Since the sufficiency of the evidence on count 11 is not challenged on appeal, we accept the jury's finding that appellant committed an assault with a deadly weapon upon Dunkin. But in reasoning that appellant's intent to inflict harm on Dunkin may be transferred to Ms. Ramirez, the Attorney General fails to consider that Ms. Ramirez' wounds were not sustained as the result of an assault committed against her or against Dunkin; she herself initiated the physical contact by seizing the two knives and trying to separate the antagonists.

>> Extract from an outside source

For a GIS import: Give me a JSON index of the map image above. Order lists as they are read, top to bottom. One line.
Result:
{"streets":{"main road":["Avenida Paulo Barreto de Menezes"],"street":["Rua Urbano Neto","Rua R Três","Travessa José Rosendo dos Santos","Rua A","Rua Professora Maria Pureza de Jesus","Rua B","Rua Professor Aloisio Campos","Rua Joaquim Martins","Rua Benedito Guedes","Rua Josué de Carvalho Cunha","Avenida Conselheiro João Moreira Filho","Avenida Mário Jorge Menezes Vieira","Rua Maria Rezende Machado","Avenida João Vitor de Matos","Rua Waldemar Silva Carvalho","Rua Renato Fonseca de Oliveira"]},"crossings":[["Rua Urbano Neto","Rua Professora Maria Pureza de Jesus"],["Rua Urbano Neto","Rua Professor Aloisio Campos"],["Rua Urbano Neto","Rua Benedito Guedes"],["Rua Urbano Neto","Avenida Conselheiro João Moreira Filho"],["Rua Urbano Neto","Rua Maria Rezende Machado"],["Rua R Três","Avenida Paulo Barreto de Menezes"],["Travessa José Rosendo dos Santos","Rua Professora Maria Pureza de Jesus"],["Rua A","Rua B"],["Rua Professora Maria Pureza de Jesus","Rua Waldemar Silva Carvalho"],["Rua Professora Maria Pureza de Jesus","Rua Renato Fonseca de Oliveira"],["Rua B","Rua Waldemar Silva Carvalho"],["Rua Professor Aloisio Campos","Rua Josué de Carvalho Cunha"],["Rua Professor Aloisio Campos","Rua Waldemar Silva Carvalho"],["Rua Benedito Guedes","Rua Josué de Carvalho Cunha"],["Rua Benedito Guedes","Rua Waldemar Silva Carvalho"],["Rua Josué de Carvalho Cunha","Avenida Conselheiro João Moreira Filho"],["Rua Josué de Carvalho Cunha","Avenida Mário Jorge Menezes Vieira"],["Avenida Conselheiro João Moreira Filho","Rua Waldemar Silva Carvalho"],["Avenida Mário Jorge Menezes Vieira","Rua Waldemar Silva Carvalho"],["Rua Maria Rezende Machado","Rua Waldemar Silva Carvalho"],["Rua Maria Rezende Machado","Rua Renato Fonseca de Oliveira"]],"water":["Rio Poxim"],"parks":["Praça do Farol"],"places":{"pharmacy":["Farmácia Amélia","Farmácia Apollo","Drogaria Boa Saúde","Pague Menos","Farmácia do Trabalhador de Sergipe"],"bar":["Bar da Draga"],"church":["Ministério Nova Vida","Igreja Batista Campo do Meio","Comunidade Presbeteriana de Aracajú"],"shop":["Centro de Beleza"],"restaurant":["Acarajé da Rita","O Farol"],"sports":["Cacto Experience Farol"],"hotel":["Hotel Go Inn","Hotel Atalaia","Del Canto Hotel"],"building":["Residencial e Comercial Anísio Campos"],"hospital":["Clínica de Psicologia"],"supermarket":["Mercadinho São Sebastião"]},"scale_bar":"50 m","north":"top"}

The Attorney General has cited no case (and we have found none) where the “transferred intent” doctrine was utilized to affirm a conviction under such circumstances. People v. Wells (1904) 145 Cal. 138, 140, 78 P. 470, which he cites, was a classic mistaken identity case; People v. Ramirez (1923) 64 Cal.App. 358, 360, 221 P. 960, is an example of a missed target case. The Supreme Court has expressly rejected the applicability of the felony-murder doctrine to multiple-victim homicides, but has fixed criminal responsibility under the transferred intent doctrine “if a person purposely and of his deliberate and premeditated malice attempts to kill one person but by mistake and inadvertence kills another instead ․” (People v. Sears (1970) 2 Cal.3d 180, 189, 84 Cal.Rptr. 711, 465 P.2d 847.)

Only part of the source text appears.